INSTRUCTIONS TO FOLLOW | In the output, include exactly the lines from the beginning of the records up to and including the one that contains "function trace(path, color, width, dash)", and leave out the pictures.
++++++
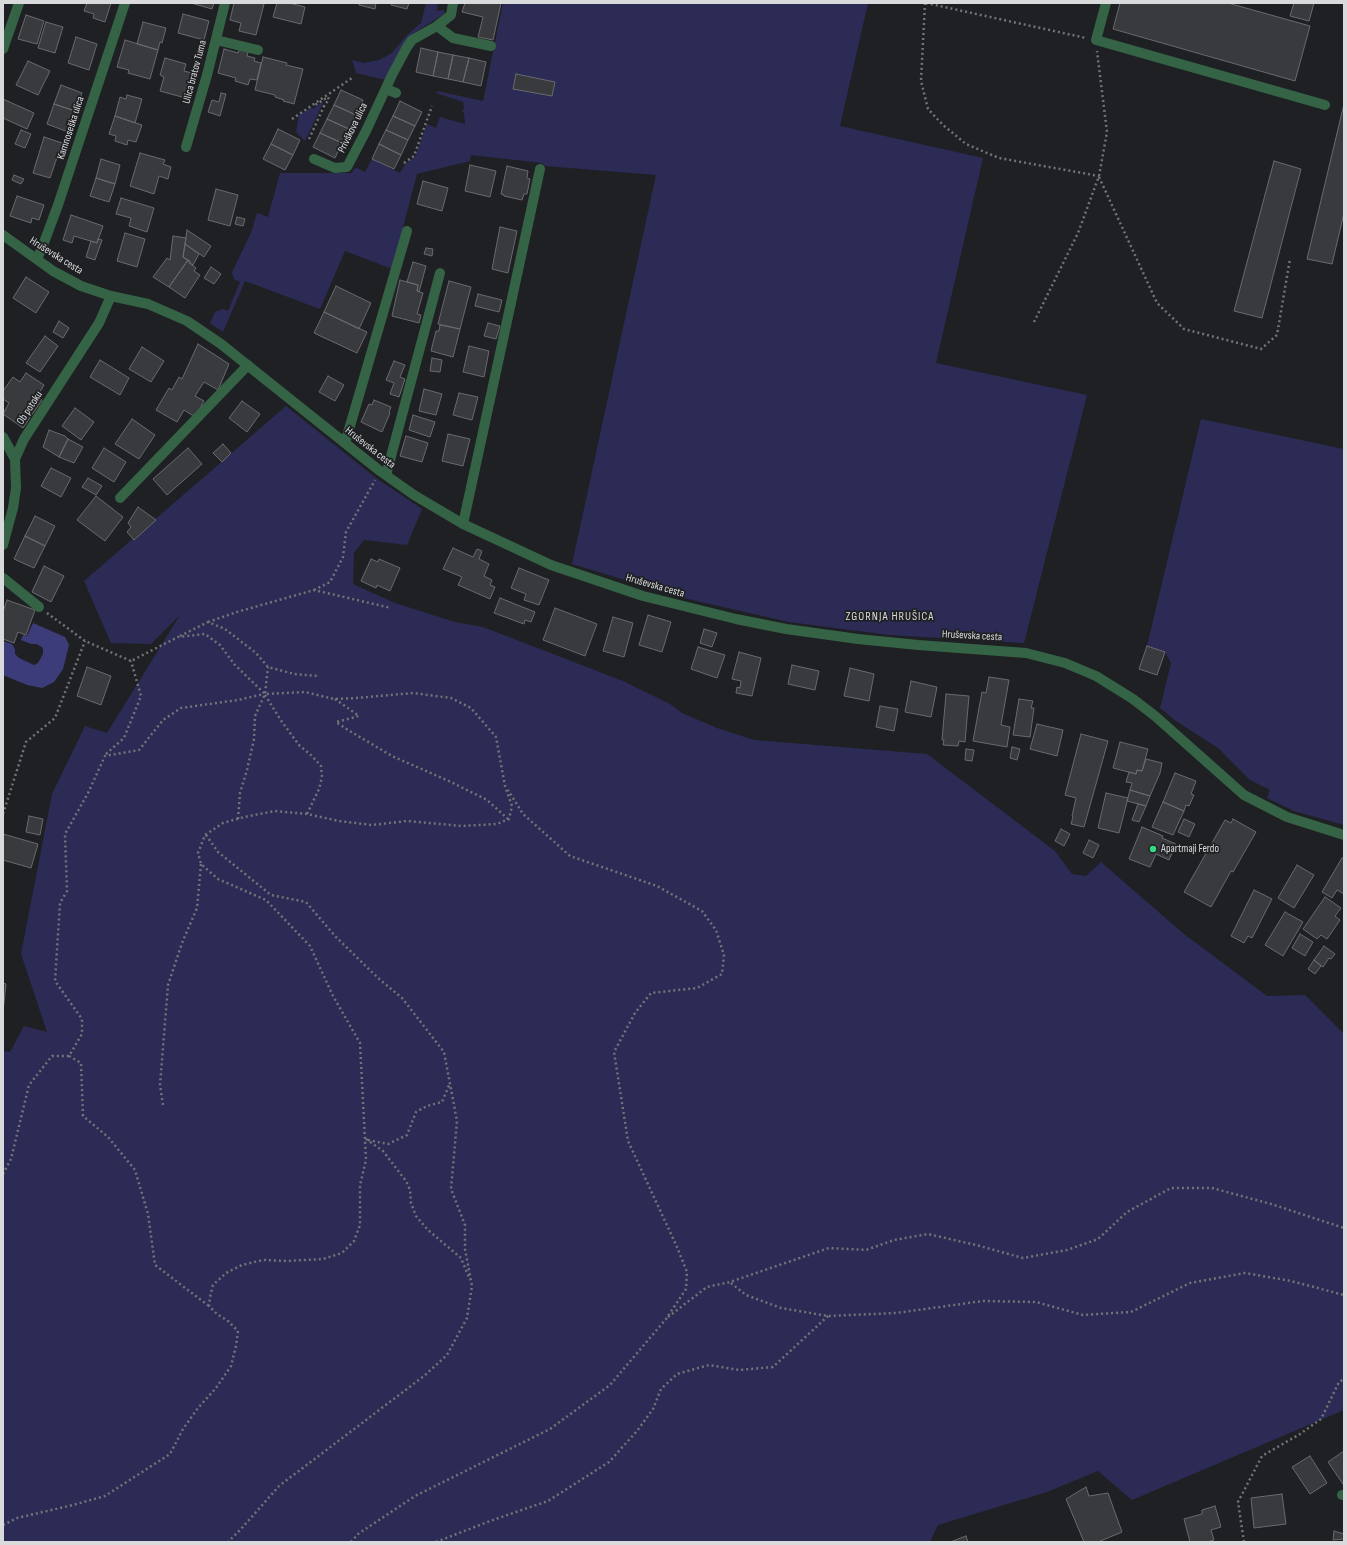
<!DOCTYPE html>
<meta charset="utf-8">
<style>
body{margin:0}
#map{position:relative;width:1347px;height:1545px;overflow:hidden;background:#1f2023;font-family:"Sofia Sans Condensed",sans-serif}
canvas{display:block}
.frame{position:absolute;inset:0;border:4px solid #d9dadc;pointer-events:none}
</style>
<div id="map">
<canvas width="1347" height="1545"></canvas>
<div class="frame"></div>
</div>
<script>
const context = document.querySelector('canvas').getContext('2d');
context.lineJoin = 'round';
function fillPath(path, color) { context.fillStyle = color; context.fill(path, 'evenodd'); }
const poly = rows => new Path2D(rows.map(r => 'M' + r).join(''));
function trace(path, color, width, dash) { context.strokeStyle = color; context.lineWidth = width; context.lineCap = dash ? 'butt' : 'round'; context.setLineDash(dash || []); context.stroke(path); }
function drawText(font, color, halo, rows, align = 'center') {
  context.font = font + ' "Sofia Sans Condensed",sans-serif'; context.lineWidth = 3.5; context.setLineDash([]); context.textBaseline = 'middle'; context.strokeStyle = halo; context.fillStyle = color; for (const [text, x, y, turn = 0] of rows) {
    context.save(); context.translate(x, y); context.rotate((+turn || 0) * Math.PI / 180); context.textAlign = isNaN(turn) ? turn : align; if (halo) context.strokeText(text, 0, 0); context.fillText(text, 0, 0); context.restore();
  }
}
fillPath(poly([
 [426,3,438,3,437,11,444,10,444,14,414,33,405,42,386,80,356,73,352,60,364,63,379,60,392,53,407,35,421,23],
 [503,3,868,3,840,126,983,158,936,363,1087,395,1024,643,889,635,789,622,692,600,572,564,656,175,545,166,542,163,471,155,470,161,417,174,392,269,345,251,320,309,245,281,223,332,210,323,215,312,223,309,228,311,240,282,234,279,232,272,251,233,257,213,268,217,280,173,352,173,354,169,357,168,365,172,372,159,400,173,405,164,415,157,427,124,436,128,440,117,465,124,464,113,462,112,464,108,463,102,436,93,437,91,483,101],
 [322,102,323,103,305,141,296,132,299,115,312,107,313,109],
 [286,406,376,478,422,509,407,545,364,540,354,553,353,584,395,603,455,622,483,627,623,681,670,704,682,713,717,728,754,740,927,754,1055,851,1072,874,1086,876,1101,862,1184,934,1267,996,1305,995,1344,1034,1344,1410,1132,1500,1098,1471,1047,1492,938,1525,930,1542,3,1542,3,1051,10,1052,24,1026,47,1032,21,954,52,794,85,726,107,733,180,615,151,644,111,643,84,581],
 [1201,419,1344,449,1344,825,1294,811,1267,798,1270,790,1250,780,1218,748,1176,721,1160,708,1171,663,1165,652,1147,646]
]), '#2b2b56');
fillPath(poly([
 [33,623,65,637,69,645,63,669,54,682,42,688,27,685,3,675,3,641,12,644,15,649,15,654,19,658,34,665,38,663,43,654,43,648,37,644,31,644,21,640,23,635,27,636]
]), '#3d3c7a');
const building = poly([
 [87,3,111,3,105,22,93,18,94,14,84,11,87,3],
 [191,3,214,3,212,9,191,3],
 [234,3,258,3,264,4,256,35,239,31,241,23,230,20,234,3],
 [277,3,289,3,305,7,301,24,273,17,277,3],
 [359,3,376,3,375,9,359,5,359,3],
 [392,3,409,3,407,9,391,5,392,3],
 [465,3,501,3,493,40,478,37,483,17,462,12,465,3],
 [1120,3,1228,3,1310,26,1295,81,1113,29,1120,3],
 [1294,3,1314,3,1309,21,1290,16,1294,3],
 [183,14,209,21,204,40,178,33,183,14],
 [26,15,44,21,37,44,18,39,26,15],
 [46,22,63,27,55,53,38,48,46,22],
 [143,22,166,28,162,43,160,42,158,50,137,44,143,22],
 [76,37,97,44,89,70,68,63,76,37],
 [125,40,158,50,150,79,128,73,129,70,117,67,125,40],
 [421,48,438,52,433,76,416,72,421,48],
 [224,49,238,53,239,49,248,52,247,56,255,58,254,61,261,63,257,80,250,79,248,85,235,81,236,78,218,73,224,49],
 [438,52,453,55,448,79,433,76,438,52],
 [453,55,469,58,463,82,448,79,453,55],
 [263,57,287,63,286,65,303,69,294,104,283,101,284,100,275,97,275,95,255,90,263,57],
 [165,58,186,64,184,71,196,74,189,99,160,91,164,77,160,75,165,58],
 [469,58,486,62,481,86,463,82,469,58],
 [28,61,50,71,38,95,16,85,28,61],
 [516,74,555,82,552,96,513,89,516,74],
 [61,85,82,93,75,111,54,104,61,85],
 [341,90,363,100,356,115,334,105,341,90],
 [221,93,226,94,220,116,208,112,212,100,219,102,221,93],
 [127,95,142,99,135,123,115,116,120,97,126,99,127,95],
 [3,99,34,113,27,129,3,118,3,99],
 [400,101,422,112,415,126,393,116,400,101],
 [54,104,75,111,68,132,47,124,54,104],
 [1344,104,1344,213,1332,264,1307,259,1344,104],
 [334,105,356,115,349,129,327,119,334,105],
 [115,116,142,125,136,142,128,140,127,145,115,141,116,136,109,134,115,116],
 [393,116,415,126,408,140,386,130,393,116],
 [327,119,349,129,342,143,320,133,327,119],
 [278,129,300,140,293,155,271,144,278,129],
 [21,130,31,134,25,148,15,144,21,130],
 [386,130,408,140,401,155,379,144,386,130],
 [320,133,342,143,335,158,313,147,320,133],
 [44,137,62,143,50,178,33,173,44,137],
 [271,144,293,155,285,170,263,159,271,144],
 [379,144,401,155,394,169,372,159,379,144],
 [140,153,165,160,163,164,171,167,168,179,159,176,154,194,130,186,140,153],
 [101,159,120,165,115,184,96,178,101,159],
 [1274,161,1301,169,1262,318,1234,311,1274,161],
 [470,165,496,171,490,197,465,191,470,165],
 [507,166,528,171,527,178,530,179,527,194,524,194,522,200,504,196,504,195,501,194,507,166],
 [14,175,24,179,21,184,12,180,14,175],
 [96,178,115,184,109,202,90,196,96,178],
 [423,181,448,188,442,211,417,204,423,181],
 [216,189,238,195,230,226,208,220,216,189],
 [17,196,44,205,39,220,32,218,31,223,10,216,17,196],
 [121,198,154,208,147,232,129,226,131,218,116,214,121,198],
 [71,215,103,226,97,243,74,236,72,243,63,240,71,215],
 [237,217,245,219,243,226,235,224,237,217],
 [500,227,517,231,508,273,492,269,500,227],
 [187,230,211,246,204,257,185,244,187,230],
 [125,233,145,239,137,267,117,261,125,233],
 [173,236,186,238,183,257,188,260,169,287,153,277,167,258,170,260,173,236],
 [98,239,102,240,95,260,86,257,91,241,97,243,98,239],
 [185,244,199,254,193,265,183,257,185,244],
 [426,248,433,249,432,256,424,254,426,248],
 [188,260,190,261,189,263,196,268,194,271,200,275,185,298,169,287,188,260],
 [413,262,426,266,419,292,417,291,418,285,407,282,413,262],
 [211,267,221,274,214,284,204,278,211,267],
 [26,277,49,292,36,313,13,298,26,277],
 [400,280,418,285,417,291,423,293,417,314,421,315,419,323,392,316,400,280],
 [449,281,471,287,460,329,438,324,449,281],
 [336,286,371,303,359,329,324,312,336,286],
 [478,294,502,300,499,312,475,306,478,294],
 [324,312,367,332,357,353,314,333,324,312],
 [59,321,69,328,63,338,53,332,59,321],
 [488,323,500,326,496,339,484,336,488,323],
 [440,325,460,329,453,357,431,351,436,331,439,331,440,325],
 [45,336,58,346,40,372,26,363,45,336],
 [198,344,229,364,218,390,204,382,195,396,204,401,195,417,184,410,177,422,156,410,169,388,172,390,179,377,182,379,198,344],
 [469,346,489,351,484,377,463,372,469,346],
 [142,347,164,361,151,382,129,369,142,347],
 [432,358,442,360,440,372,430,371,432,358],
 [100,360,129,378,120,395,90,377,100,360],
 [394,361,405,365,400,377,405,379,399,397,390,394,394,383,386,380,394,361],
 [26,373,44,385,37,397,42,400,23,428,3,414,9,403,3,399,3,391,13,377,20,382,26,373],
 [328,376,344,385,335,401,319,392,328,376],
 [424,389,442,394,436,415,419,411,424,389],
 [459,393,478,397,472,420,453,415,459,393],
 [374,400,391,407,389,412,390,413,382,432,361,422,369,404,372,405,374,400],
 [242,401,260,414,247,432,229,418,242,401],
 [75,408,94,422,81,440,62,426,75,408],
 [413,415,435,422,430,437,409,430,413,415],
 [132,419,155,435,139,459,115,444,132,419],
 [49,430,65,436,68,439,59,457,43,447,49,430],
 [448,434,470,439,463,466,442,461,448,434],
 [406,436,428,443,422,462,400,456,406,436],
 [68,439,83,447,74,463,59,457,68,439],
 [223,444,231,453,222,462,213,453,223,444],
 [104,448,126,462,114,482,92,468,104,448],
 [188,448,202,464,167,495,153,479,188,448],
 [51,468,71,478,61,497,41,486,51,468],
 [88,478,102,486,96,495,82,487,88,478],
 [96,496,123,517,105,541,77,520,96,496],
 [138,507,156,520,134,540,127,532,131,527,128,523,138,507],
 [35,516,55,526,45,546,25,536,35,516],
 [25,536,45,546,34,568,14,559,25,536],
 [453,548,473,557,477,549,482,551,479,559,489,564,484,576,492,580,490,585,495,587,490,599,458,585,462,577,443,569,453,548],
 [371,559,378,562,379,559,400,568,390,591,377,585,376,588,361,581,371,559],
 [44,566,64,576,51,602,32,592,44,566],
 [519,568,549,580,539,605,524,600,526,594,511,588,519,568],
 [500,598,535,612,531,622,525,620,524,624,494,613,500,598],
 [7,600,35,610,26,635,18,632,14,643,3,639,3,612,7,600],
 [555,608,597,624,585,656,543,640,555,608],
 [648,615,671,622,662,652,639,645,648,615],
 [613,617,633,623,624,657,603,651,613,617],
 [704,629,717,633,712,647,700,643,704,629],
 [1147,646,1165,652,1157,675,1139,669,1147,646],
 [698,647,725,655,717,678,691,669,698,647],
 [739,652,761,658,752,696,736,693,737,687,740,688,741,681,732,679,739,652],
 [792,665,819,671,815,690,788,684,792,665],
 [87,667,111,676,101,705,77,696,87,667],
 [850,668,874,674,869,701,844,696,850,668],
 [989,677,1009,680,1001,725,1010,727,1007,747,973,741,982,692,986,693,989,677],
 [911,681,937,687,931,717,905,712,911,681],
 [946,694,969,696,965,742,959,741,958,746,943,745,944,740,942,740,946,694],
 [1019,699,1033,701,1031,708,1034,708,1030,737,1013,735,1019,699],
 [880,706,898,709,894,731,876,727,880,706],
 [1037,724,1063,730,1057,756,1030,749,1037,724],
 [1081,734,1108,741,1084,827,1071,824,1073,817,1072,816,1076,798,1065,795,1081,734],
 [1120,742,1148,749,1142,771,1137,770,1136,774,1113,768,1120,742],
 [1012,747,1020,749,1017,760,1010,758,1012,747],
 [966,749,974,750,972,761,965,760,966,749],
 [1146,759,1162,763,1160,773,1150,796,1130,790,1132,783,1126,782,1129,772,1136,774,1137,770,1142,771,1146,759],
 [1175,773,1196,781,1191,794,1194,795,1189,806,1186,805,1184,811,1163,802,1175,773],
 [1130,790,1150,796,1146,806,1127,801,1130,790],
 [1106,793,1128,798,1119,833,1098,828,1106,793],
 [1163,802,1184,811,1173,835,1152,827,1163,802],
 [1138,804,1146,806,1139,822,1132,820,1138,804],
 [29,816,43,819,40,835,26,832,29,816],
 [1184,819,1195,824,1189,837,1178,832,1184,819],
 [1233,819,1256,832,1233,872,1231,871,1211,907,1184,892,1225,820,1231,823,1233,819],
 [1142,827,1163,836,1162,838,1176,844,1169,860,1156,854,1150,867,1129,859,1142,827],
 [1061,829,1070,834,1064,846,1055,841,1061,829],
 [3,834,38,844,31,868,3,860,3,834],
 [1089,840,1099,845,1093,858,1083,853,1089,840],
 [1342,858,1344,859,1344,894,1337,890,1332,898,1322,892,1342,858],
 [1297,865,1314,875,1294,908,1278,898,1297,865],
 [1254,890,1272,899,1252,938,1248,936,1244,943,1231,936,1254,890],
 [1325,897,1341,908,1335,916,1340,920,1327,939,1321,935,1317,939,1303,929,1325,897],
 [1285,912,1303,922,1283,956,1265,945,1285,912],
 [1300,934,1313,942,1305,956,1292,948,1300,934],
 [1324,946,1335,954,1331,959,1329,958,1323,967,1314,960,1324,946],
 [1314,960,1321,966,1315,974,1308,969,1314,960],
 [3,983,6,984,3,1011,3,983],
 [1344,1451,1344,1483,1343,1484,1328,1462,1344,1451],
 [1310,1456,1327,1483,1310,1494,1292,1467,1310,1456],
 [1086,1487,1089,1496,1108,1493,1122,1532,1098,1542,1084,1542,1066,1499,1086,1487],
 [1282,1494,1286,1524,1254,1528,1251,1498,1282,1494],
 [1215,1506,1221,1527,1211,1530,1214,1540,1207,1542,1190,1542,1184,1519,1202,1514,1202,1510,1215,1506],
 [1334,1531,1344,1534,1344,1539,1333,1540,1334,1531],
 [966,1536,968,1542,950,1542,966,1536]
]);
fillPath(building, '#393a3e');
trace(building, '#696a6e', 1);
trace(poly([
 [925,3,921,81,928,109,943,125,966,144,999,158,1099,176],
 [926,3,1086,38],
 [292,119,352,78],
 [309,139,325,104,329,100,328,97,315,105,314,103],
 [404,163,414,156,432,106],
 [1099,177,1157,303,1184,329,1261,349,1277,335,1290,259],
 [1034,322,1078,233,1099,176,1107,132,1097,51],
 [314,590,330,582,343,557,346,532,375,480],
 [47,613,85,641,131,661],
 [208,622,237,612,314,590,391,608],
 [180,636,208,622,225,629,256,653,268,667,294,674,318,676],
 [265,695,282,722,299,745,312,756,321,766,322,777,319,789,307,814],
 [335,699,359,716,336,722,348,730,392,756,451,782,487,800,508,819],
 [106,754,124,738,141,696,131,661],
 [3,814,26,742,55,718,85,641],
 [238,819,240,793,247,770,254,739,255,716,265,694,268,667],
 [206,835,218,852,271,895,306,902,335,936,378,978,402,998,444,1052,457,1121,451,1189,465,1225,465,1249,472,1286,467,1318,447,1355,424,1376,279,1486,241,1529,228,1542],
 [69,1056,81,1063,83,1116,108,1137,135,1170,148,1214,155,1265,209,1306],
 [163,1105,160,1085,168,985,182,943,197,908,201,864],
 [366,1139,383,1151,406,1181,410,1190,411,1203,416,1216,428,1230,461,1258,470,1280],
 [368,1140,388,1144,407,1135,416,1112,427,1106,442,1102,450,1083],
 [3,1174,11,1159,29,1085,52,1056,69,1056,82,1034,82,1019,55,981,60,903,67,891,65,834,88,793,105,756,139,750,163,720,181,708,238,700,264,694],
 [731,1283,746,1295,781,1308,828,1316,896,1313,983,1301,1036,1302,1083,1315,1131,1312,1190,1283,1245,1273,1291,1281,1344,1295],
 [668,1317,707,1287,730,1282,829,1248,866,1250,894,1240,928,1234,976,1245,1023,1258,1067,1250,1098,1239,1127,1212,1171,1188,1212,1188,1271,1204,1344,1228],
 [3,1525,17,1518,73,1505,105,1496,170,1454,183,1429,198,1408,216,1388,231,1366,236,1346,238,1331,228,1321,217,1314,209,1306,210,1297,213,1285,226,1273,242,1265,263,1260,287,1261,323,1259,342,1253,354,1241,360,1225,360,1185,366,1160,360,1043,333,996,310,946,266,900,218,879,201,864,198,853,205,835,223,823,244,817,275,811,307,814,339,821,372,825,407,821,462,826,497,824,509,819,512,806,505,786,496,737,471,708,451,698,413,693,356,698,334,699,305,692,265,694,235,665,220,645,205,634,178,637,131,661],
 [351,1542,358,1534,415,1496,550,1429,610,1385,666,1319,686,1289,687,1272,677,1247,628,1141,614,1052,635,1013,651,993,697,988,722,974,724,955,716,930,702,911,657,886,570,856,523,814,508,790],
 [436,1542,490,1521,548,1501,609,1462,637,1431,653,1409,661,1389,677,1374,709,1365,739,1370,773,1367,828,1316],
 [1244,1542,1238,1502,1262,1456,1300,1434,1321,1419,1339,1382,1344,1379]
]), '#737477', 2.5, [2, 3]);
trace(poly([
 [1106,3,1096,40,1325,105],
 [437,26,453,38,491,46],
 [216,40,258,50],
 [3,49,19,3],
 [386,89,396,93],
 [186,147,207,75,225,3],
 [314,159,335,168,347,167,366,131,392,75,407,47,412,40,437,26,451,15,453,3],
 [3,235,53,271,81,286,111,296,148,304,187,321,221,344,380,471,414,495,463,524,551,565,643,596,736,619,786,629,858,639,918,645,1026,653,1065,663,1096,676,1133,699,1155,716,1244,795,1287,817,1344,835],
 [37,259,42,248,58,205,125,3],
 [3,437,15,459],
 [345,443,407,231],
 [386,475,440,273],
 [120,498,248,365],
 [463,524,540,169],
 [3,545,13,508,16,488,15,459,24,439,99,323,111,296],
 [3,578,39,607],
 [1342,1495,1344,1495]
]), '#346445', 10);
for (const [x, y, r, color] of [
 [1153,849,4,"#35d881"]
]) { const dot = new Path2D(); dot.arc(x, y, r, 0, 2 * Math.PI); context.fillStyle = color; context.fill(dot); trace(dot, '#1f2023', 1.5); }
drawText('11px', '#d9dadc', '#1f2023', [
 ["Ulica bratov Tuma",195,72,-75],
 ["Kamnoseška ulica",71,128,-72],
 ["Privškova ulica",353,128,-64],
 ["Hruševska cesta",56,256,32],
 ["Ob potoku",30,408,-57],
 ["Hruševska cesta",370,448,38],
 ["Hruševska cesta",655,586,16],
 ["Hruševska cesta",972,636,3]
]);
drawText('11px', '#d9dadc', '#1f2023', [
 ["Apartmaji Ferdo",1161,849]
], 'left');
context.letterSpacing = '1px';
drawText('12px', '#d9dadc', '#1f2023', [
 ["ZGORNJA HRUŠICA",890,617]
]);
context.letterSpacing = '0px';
</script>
++++++
TASK RESULT |
<!DOCTYPE html>
<meta charset="utf-8">
<style>
body{margin:0}
#map{position:relative;width:1347px;height:1545px;overflow:hidden;background:#1f2023;font-family:"Sofia Sans Condensed",sans-serif}
canvas{display:block}
.frame{position:absolute;inset:0;border:4px solid #d9dadc;pointer-events:none}
</style>
<div id="map">
<canvas width="1347" height="1545"></canvas>
<div class="frame"></div>
</div>
<script>
const context = document.querySelector('canvas').getContext('2d');
context.lineJoin = 'round';
function fillPath(path, color) { context.fillStyle = color; context.fill(path, 'evenodd'); }
const poly = rows => new Path2D(rows.map(r => 'M' + r).join(''));
function trace(path, color, width, dash) { context.strokeStyle = color; context.lineWidth = width; context.lineCap = dash ? 'butt' : 'round'; context.setLineDash(dash || []); context.stroke(path); }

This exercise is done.